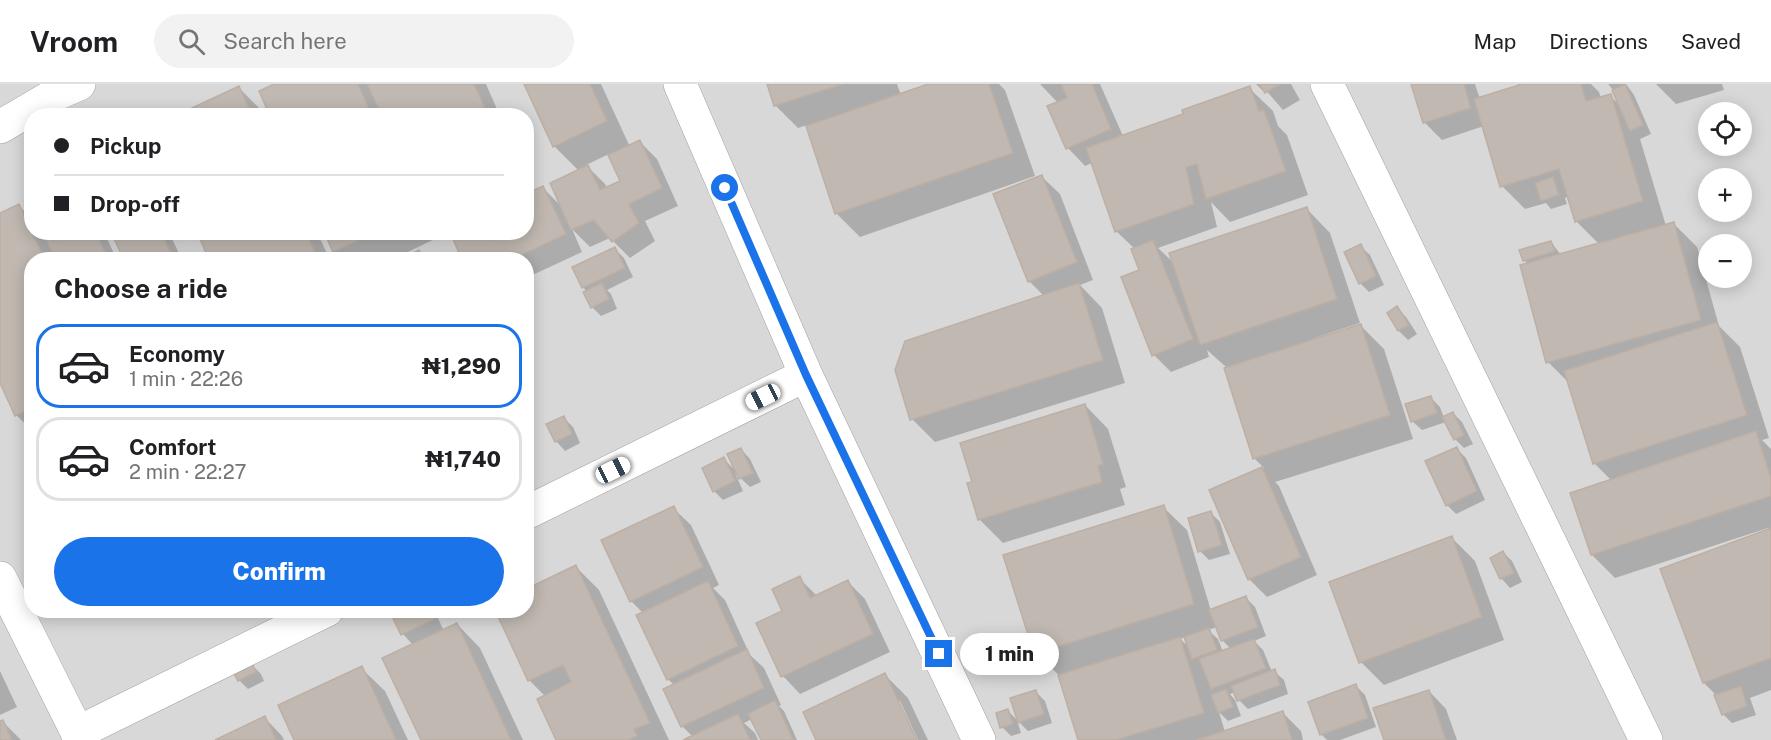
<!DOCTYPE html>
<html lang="en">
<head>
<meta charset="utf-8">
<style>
  body { margin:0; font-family:"Public Sans",sans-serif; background:#f2f2f2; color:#202124; height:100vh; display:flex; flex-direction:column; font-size:22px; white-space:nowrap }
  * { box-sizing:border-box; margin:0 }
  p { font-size:20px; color:#757577 }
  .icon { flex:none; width:33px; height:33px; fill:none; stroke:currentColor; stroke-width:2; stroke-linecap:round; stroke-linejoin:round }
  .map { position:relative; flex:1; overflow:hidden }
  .drawer { position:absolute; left:24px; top:168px; width:510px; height:366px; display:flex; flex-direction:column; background:#fff; border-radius:24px; box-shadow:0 3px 15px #0003 }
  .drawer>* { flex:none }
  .hud { position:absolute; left:24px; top:24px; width:510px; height:132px; border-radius:24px; box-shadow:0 3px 15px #0003; display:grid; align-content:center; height:132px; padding:0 30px; background:#fff }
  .tools { position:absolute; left:1698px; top:18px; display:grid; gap:12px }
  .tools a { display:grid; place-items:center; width:54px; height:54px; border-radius:50%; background:#fff; box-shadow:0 3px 15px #0003; font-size:30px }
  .end { position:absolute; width:27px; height:27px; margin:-14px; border:8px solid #1a73e8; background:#fff; box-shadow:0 0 0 3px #fff }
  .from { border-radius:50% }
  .bubble { position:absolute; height:42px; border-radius:21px; background:#fff; box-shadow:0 3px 15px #0003; font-size:20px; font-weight:800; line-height:42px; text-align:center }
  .car { position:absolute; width:18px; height:36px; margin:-18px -9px; border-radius:8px; box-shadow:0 0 4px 2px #0007; background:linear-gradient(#fff 24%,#345 0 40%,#fff 0 76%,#345 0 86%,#fff 0) }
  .hud b { display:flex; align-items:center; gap:21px; height:57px; font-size:22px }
  .hud b+b { border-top:2px solid #e0e0e0 }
  .hud i { width:15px; height:15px; background:#202124 }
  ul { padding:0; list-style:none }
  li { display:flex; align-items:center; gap:18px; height:84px; margin:0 12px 9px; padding:0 18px; border:3px solid #e0e0e0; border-radius:24px }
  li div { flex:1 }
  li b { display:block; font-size:22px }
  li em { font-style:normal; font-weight:800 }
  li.active { border-color:#1a73e8 }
  li>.icon { width:54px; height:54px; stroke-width:1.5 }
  h2 { padding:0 30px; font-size:27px; line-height:72px }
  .action { display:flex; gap:12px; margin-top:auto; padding:12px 30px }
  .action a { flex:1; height:69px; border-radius:36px; background:#1a73e8; color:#fff; font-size:24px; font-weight:800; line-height:69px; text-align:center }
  header { display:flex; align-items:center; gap:36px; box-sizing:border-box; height:84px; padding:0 30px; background:#fff; border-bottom:2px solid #e0e0e0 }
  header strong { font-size:28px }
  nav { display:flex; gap:33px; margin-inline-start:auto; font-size:21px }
  .search { width:420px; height:54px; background:#f2f2f2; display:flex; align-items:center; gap:15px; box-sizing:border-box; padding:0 21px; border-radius:33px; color:#757577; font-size:22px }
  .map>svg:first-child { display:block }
  .residential { fill:#d9d8d8; fill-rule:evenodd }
  .shadow { fill:#0003; fill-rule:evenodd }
  .building { fill:#c0b8b1; stroke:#bdafa4; stroke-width:1.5 }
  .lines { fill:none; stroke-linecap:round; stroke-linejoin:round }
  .minor-casing { stroke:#a2a2a2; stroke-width:34 }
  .minor { stroke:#fff; stroke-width:33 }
  .route { stroke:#1a73e8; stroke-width:8 }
</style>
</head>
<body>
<header>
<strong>Vroom</strong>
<div class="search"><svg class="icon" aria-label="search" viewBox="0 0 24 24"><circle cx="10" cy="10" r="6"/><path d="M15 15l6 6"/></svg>Search here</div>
<nav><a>Map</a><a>Directions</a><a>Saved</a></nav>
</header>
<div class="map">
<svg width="1771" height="656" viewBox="0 0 1771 656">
  <rect width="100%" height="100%" fill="#ece8e1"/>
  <path class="residential" d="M0,0H1771V656H0ZM1708,28H1742V62H1708ZM32,32H526V148H32ZM1708,94H1742V128H1708ZM1708,160H1742V194H1708ZM32,176H526V526H32Z"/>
  <path class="shadow" d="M278,0H486L500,32H272Z
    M525,0H601L630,63L640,58L657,75L678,122L645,137L655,157L630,174L610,154L590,163L572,145L582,168L526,194V176H464L452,151H451L448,148H499L502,155L526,148L543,104L562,123L579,87L554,62ZM609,70L622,98L608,105L605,100L586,81Z
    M769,0H897L901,11L933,0H999L1005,6L1035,92L860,153L836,129L807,41L798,44L775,21Z
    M1040,0H1100L1123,52L1185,30L1249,4L1273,27L1278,42L1287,51L1308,111L1230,138L1211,118L1217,143L1158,164L1174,179L1307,125L1330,149L1360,239L1312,255L1313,257L1361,242L1384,265L1413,355L1275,398L1279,402L1317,491L1267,513L1249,495L1211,407L1264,384L1254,374L1226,283L1207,266L1209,273L1171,288L1154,271L1141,187L1135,165L1116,147L1092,79L1085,82L1068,64L1049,23L1058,19Z
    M1256,0H1291L1300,16L1283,26L1264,4L1262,6Z
    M1413,0H1475L1480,15L1519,3L1517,0H1591L1599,8L1601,14L1610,12L1620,21L1614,7L1608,0H1626L1634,11L1651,50L1640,55L1666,142L1674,140L1697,163L1719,242L1740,263L1769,354L1762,356L1771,365V606L1750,614L1756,631L1732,639L1723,630L1717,612L1704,599L1768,446V444L1615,494L1592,471L1612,397L1594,379L1569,299L1548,278L1528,180L1524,176L1551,158L1561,171L1599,160L1576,137L1569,112L1565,114L1567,120L1551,125L1546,119L1525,125L1502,102L1484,42L1442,56L1424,38Z
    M1656,0H1722L1724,6L1676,20Z
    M239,4L262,27L264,32H179Z
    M1042,93L1060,110L1093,196L1080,201L1102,224L1125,299L935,358L912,335L1044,212L1029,197Z
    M19,122L32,134V148H104L117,176H32V346L16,331L0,296V131Z
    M112,148H169L182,176H125Z
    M199,148H317L330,176H211Z
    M325,148H437L439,153L391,176H342L334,168Z
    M1360,162L1370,171L1384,201L1369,208L1360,199Z
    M615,165L624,174L633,193L607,206L611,210L617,225L601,232L592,223L587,208L583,203Z
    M1397,224L1406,233L1417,250L1408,256L1399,247L1389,229Z
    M1431,314L1440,323L1444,334L1453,329L1462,338L1473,360L1464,364L1455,355L1446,338L1422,346L1412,337Z
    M1085,321L1108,345L1126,403L1120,405L1125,421L1003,459L979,435L974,399Z
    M564,334L573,343L580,359L565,367L556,357Z
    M1456,364L1466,374L1485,416L1456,430L1447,421Z
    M741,365L750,375L761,398L750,403L735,389L743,407L723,416L714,407L724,375L738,389Z
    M1163,423L1187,446L1211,527L1246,514L1255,523L1266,552L1254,557L1263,566L1272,588L1274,587L1284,596L1288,610L1248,625L1239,616L1235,608L1230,610L1235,616L1241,632L1228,637L1219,628L1225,648L1283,629L1301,647L1303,656H1079L1060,592L1035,569ZM1217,543L1222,556L1231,565L1223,568L1218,555L1208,546ZM1185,553L1190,564L1180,555Z
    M673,424L691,441L719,501L713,504L725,516L750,571L764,584L781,621L779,622L784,627L797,656H762L752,635L744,639L755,649L758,656H686L693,653L682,642L674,601L668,595L643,529L631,517Z
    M1211,429L1220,438L1230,470L1209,476L1200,467Z
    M1452,454L1475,477L1504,556L1384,601L1361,578Z
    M1503,468L1512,477L1522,498L1510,504L1501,494Z
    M576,483L599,506L669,656H557L545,612L529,596L526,526Z
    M799,494L817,512L848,498L865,515L890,568L800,610L783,592L758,540L784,528Z
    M125,526H146L132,533Z
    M396,526H434L444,547L457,540L480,564L523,656H422L413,561L403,550Z
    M252,581L261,590L264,597L248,605L239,596Z
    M361,584L385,607L408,656H296Z
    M0,587L17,623L0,631Z
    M885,591L908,614L928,656H918L900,617H897L915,656H817Z
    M1356,602L1365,611L1376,643L1340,656H1327L1321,650Z
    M1429,607L1446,625L1457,656H1385Z
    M1036,608L1045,617L1052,639L1028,647L1019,638Z
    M1008,627L1017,636L1021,649L1011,652L1002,643Z
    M265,634L282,652L284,656H218Z
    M2,637L21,656H0V638Z"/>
  <path class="building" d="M274,0H358L372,32H270L259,7Z
    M367,0H474L486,26L475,32H382Z
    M524,0H590L607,37L553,63Z
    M767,0H843L774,22Z
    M928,0H989L1013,69L835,130L806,42Z
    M1061,0H1092L1111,45L1066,65L1047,22L1067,14Z
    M1259,0H1281L1265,9Z
    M1411,0H1464L1471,24L1423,39Z
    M1522,0H1581L1586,17L1611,10L1643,117L1575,138L1559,85L1500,103L1474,15Z
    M1625,0L1643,41L1630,47L1612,6Z
    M239,2L252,32H175Z
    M1250,2L1259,27L1264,26L1286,87L1206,115L1197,80L1186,83L1194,120L1115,148L1086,64L1183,30L1182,26Z
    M640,56L662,104L629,120L639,139L612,158L594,136L571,146L550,99L588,81L600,106L620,97L608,71Z
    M1042,91L1077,178L1028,198L993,110Z
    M1553,93L1559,111L1541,117L1535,99Z
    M543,102L566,150L511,176H462L450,148H491L495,156L512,148H526V110Z
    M19,120L45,176H32V324L15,332L0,299V129Z
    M1307,123L1337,215L1200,261L1169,169Z
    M1674,138L1701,236L1546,279L1520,181Z
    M43,148H96L108,176H55Z
    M111,148H161L172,172L165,176H124Z
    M197,148H306L318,176H209Z
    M324,148H376L333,168Z
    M1153,156L1193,255L1152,272L1121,193L1139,186L1131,165Z
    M1551,157L1555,167L1523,177L1519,166Z
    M1361,160L1376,192L1359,200L1344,168Z
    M615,163L625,184L582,204L572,183Z
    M419,166L423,176H399Z
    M602,199L609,215L591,224L583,208Z
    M1079,199L1103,276L910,336L895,286L905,257Z
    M1397,222L1409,241L1398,247L1387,229Z
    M1717,238L1747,331L1593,380L1564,287Z
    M1361,240L1390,331L1253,375L1224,284Z
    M1431,312L1437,329L1411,338L1405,320Z
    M1085,320L1103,380L1098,382L1102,398L978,436L967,399L972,398L960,359Z
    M1453,328L1464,351L1454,356L1442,333Z
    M564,332L572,350L555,358L546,340Z
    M1756,347L1771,395V412L1591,471L1570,409Z
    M1457,363L1477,407L1446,422L1425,377Z
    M741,364L753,389L739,395L727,370Z
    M724,373L735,397L713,408L702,384Z
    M1262,383L1301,473L1248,496L1209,406Z
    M1164,421L1194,520L1034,570L1003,471Z
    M674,422L703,483L630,518L601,456Z
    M1211,427L1222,461L1198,468L1188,434Z
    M1771,444V574L1703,599L1660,485Z
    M1452,452L1482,533L1359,579L1329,498Z
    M1503,467L1514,489L1500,495L1490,474Z
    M576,481L650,639L634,645L637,652L628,656H556L537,615L571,598L563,581L528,597L495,526H526V505Z
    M800,492L810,514L848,496L873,550L781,593L756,539L782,527L772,505Z
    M708,497L738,562L667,596L636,531Z
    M1246,512L1258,543L1221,557L1209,526Z
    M392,526H430L435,535L401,551L390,528Z
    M457,539L511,656H421L382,574Z
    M1209,544L1217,566L1192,575L1184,553Z
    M1180,553L1204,629L1116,656H1078L1058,591Z
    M1254,555L1266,584L1211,605L1199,575Z
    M747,565L764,604L681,643L663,605Z
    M252,579L256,588L238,597L233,588Z
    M362,582L396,656H294L278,621Z
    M1275,585L1280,601L1237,617L1231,602Z
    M885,589L917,656H816L803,628Z
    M1356,600L1368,634L1320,651L1308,618Z
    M1741,602L1747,622L1722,631L1714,611Z
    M1226,605L1233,623L1218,629L1211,611Z
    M1036,606L1044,630L1018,639L1010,614Z
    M1429,606L1446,656H1384L1373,624Z
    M775,616L793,656H761L748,630Z
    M1008,625L1013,640L1000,644L996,629Z
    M1283,627L1292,656H1197Z
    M738,630L750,656H683Z
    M265,632L276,656H215Z
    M3,636L12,656H0V637Z"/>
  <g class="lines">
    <g class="minor-casing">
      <path id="minor" d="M680,0L806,291L979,656
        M1327,0L1646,656
        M0,43L56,10L79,0
        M526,429L806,291
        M0,494L81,656
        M77,649L327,526"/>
    </g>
    <use href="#minor" class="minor"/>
  </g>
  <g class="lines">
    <path class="route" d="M725,104L806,291L939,570"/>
  </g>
</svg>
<div class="tools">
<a><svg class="icon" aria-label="locate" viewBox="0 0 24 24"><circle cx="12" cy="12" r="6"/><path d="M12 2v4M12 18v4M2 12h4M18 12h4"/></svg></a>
<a>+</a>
<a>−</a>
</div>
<i class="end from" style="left:725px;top:104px"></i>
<i class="end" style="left:939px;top:570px"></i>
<div class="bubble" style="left:960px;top:549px;width:99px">1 min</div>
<i class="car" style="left:763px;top:313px;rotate:244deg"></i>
<i class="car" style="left:613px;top:386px;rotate:64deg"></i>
<div class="hud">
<b><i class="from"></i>Pickup</b>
<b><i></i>Drop-off</b>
</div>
<section class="drawer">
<h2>Choose a ride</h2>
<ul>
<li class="active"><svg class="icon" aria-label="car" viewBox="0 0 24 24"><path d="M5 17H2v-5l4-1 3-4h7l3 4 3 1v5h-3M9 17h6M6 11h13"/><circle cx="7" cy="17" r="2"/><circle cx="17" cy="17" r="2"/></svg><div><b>Economy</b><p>1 min · 22:26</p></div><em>₦1,290</em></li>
<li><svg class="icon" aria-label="car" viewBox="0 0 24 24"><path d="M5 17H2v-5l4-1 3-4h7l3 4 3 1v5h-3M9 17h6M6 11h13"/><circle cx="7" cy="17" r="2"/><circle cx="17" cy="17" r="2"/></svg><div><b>Comfort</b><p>2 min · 22:27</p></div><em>₦1,740</em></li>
</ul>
<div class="action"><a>Confirm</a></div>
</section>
</div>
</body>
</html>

**Try it:**
Reproduce only the lines running from the beginning of the entries above to the line holding "flex:none; width:33px; height:33px;", inclusive. Pictures stay out of the copy.

**Worked solution:**
<!DOCTYPE html>
<html lang="en">
<head>
<meta charset="utf-8">
<style>
  body { margin:0; font-family:"Public Sans",sans-serif; background:#f2f2f2; color:#202124; height:100vh; display:flex; flex-direction:column; font-size:22px; white-space:nowrap }
  * { box-sizing:border-box; margin:0 }
  p { font-size:20px; color:#757577 }
  .icon { flex:none; width:33px; height:33px; fill:none; stroke:currentColor; stroke-width:2; stroke-linecap:round; stroke-linejoin:round }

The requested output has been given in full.